In real estate — as in life — multimillion-dollar outliers are often touted as a bellwether. But that didn’t hold water in Manhattan last quarter.
While sales for properties priced at over $5 million tumbled about 38 percent year over year, properties below that threshold accounted for more than 95 percent of the fourth quarter’s transaction volume and saw sales rise by 1.6 percent, according to appraiser Jonathan Miller, author of Douglas Elliman’s latest sales report.
The number of sales recorded between $7 million and $20 million were down almost 50 percent. Meanwhile, sales recorded between $3 to $4 million and $4 to $5 million saw more than 15 percent year-over-year increases.
“It truly was a tale of two cities as 2019 came to close,” said Steven James, Elliman’s New York City CEO and president.
Both James and Miller attributed the discrepancy to the slew of new taxes passed in 2019 — be it the new transfer and mansion taxes, and even the changes to the state rent laws. All of which, they said, piled on top of the federal cap on state and local tax deductions to create a “highly polarized market” where pricey pads were hurting for buyers, while lower-priced apartments buoyed by low interest rates continued to sell.
Miller’s report also noted that the final quarter of 2019 had the lowest overall share of cash buyers in five years.
Overall, Manhattan sales slipped only 1.2 percent to 2,404 transactions and the average sales price dropped 7.5 percent to $1.8 million, compared to the same period in 2018.
It’s not just Manhattan’s priciest listings that took a tumble, though. New development sales were diminished with the average square footage for a sale falling to 1,401 square feet — the smallest average sale size in seven years and a 20 percent dip from the fourth quarter of 2018, Elliman’s report found.
According to CORE’s new development report, two-bedroom units accounted for 36 percent of the quarter’s recorded sales, while one-bedrooms were 31 percent. Across the report’s sample of units, three and four-bedroom homes saw the biggest drop average price per square foot with a 21 and 18 percent drops, respectively.
That comes amid a flood of supply. Halstead Development Marketing’s year-end new development report pegged inventory for the borough at 7,050 units. Under the Big Apple’s current absorption rate, that powderkeg of homes will take 74 months to sell.

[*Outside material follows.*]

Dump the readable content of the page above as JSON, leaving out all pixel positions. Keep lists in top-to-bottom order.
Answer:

Yet the new development sales market share increased year over year for a third quarter to 12.9 percent, according to Miller. The quarterly decade average is 14.5 percent.

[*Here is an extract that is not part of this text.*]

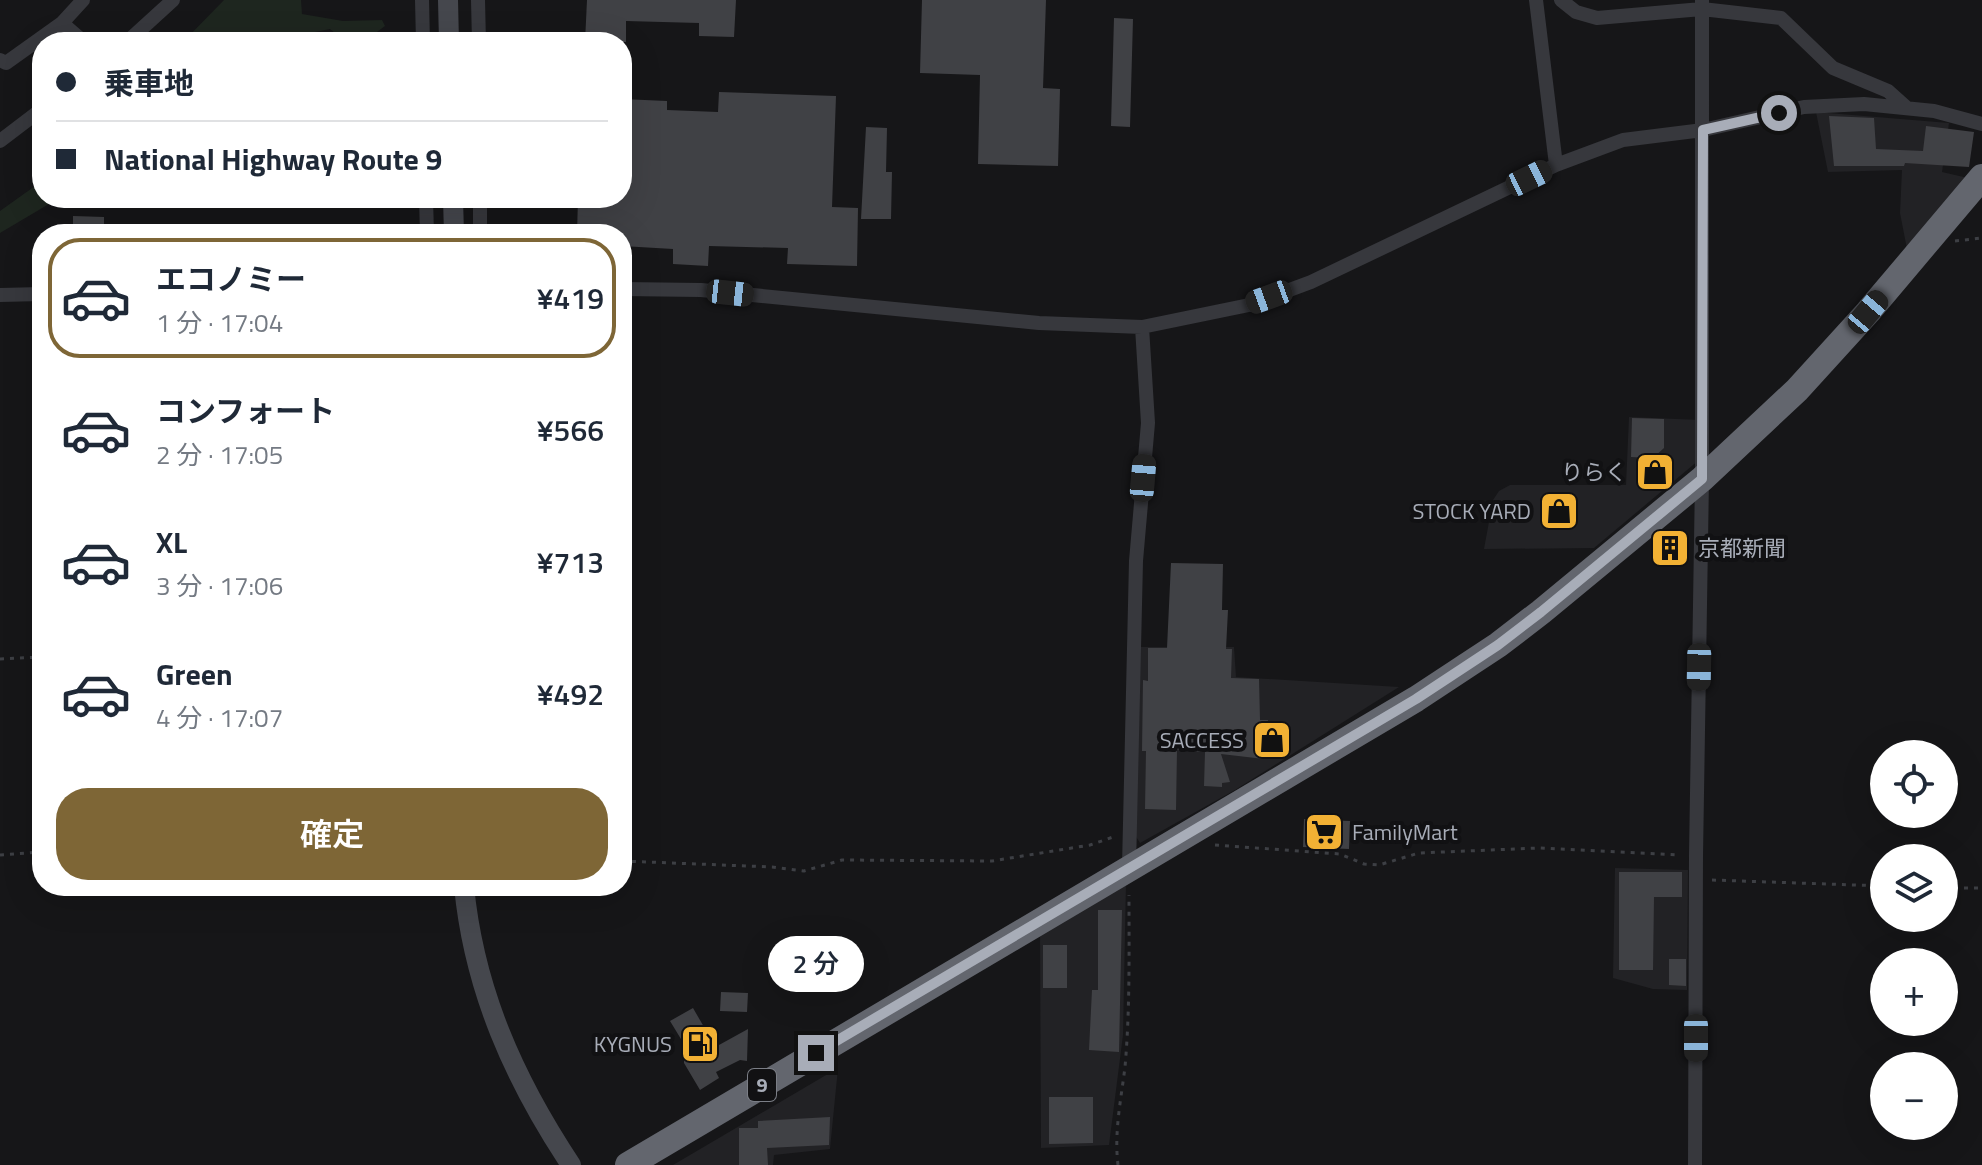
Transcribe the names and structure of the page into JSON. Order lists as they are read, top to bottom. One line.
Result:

“The product of new dev that closed is skewed to the lower end of the price range, it’s not the super high-end unit,” the appraiser explained.
But it’s not all doom and gloom. Frederick Peters of Warburg Realty predicts that 2020 will be a better year for residential real estate than its last. He pointed to slipping sales prices and noted that the bar isn’t high considering 2019 “really bad” first quarter, but he’s optimistic.
“As seller prices have been revised to reflect the marketplace more, there just is an increasing sense that buyers are willing to step into the market,” said Peters.
He did sound a cautionary note, however. “There are so many question marks in any election year,” he said, though he noted that in spite of political uncertainty he expects “less uncertainty about value.”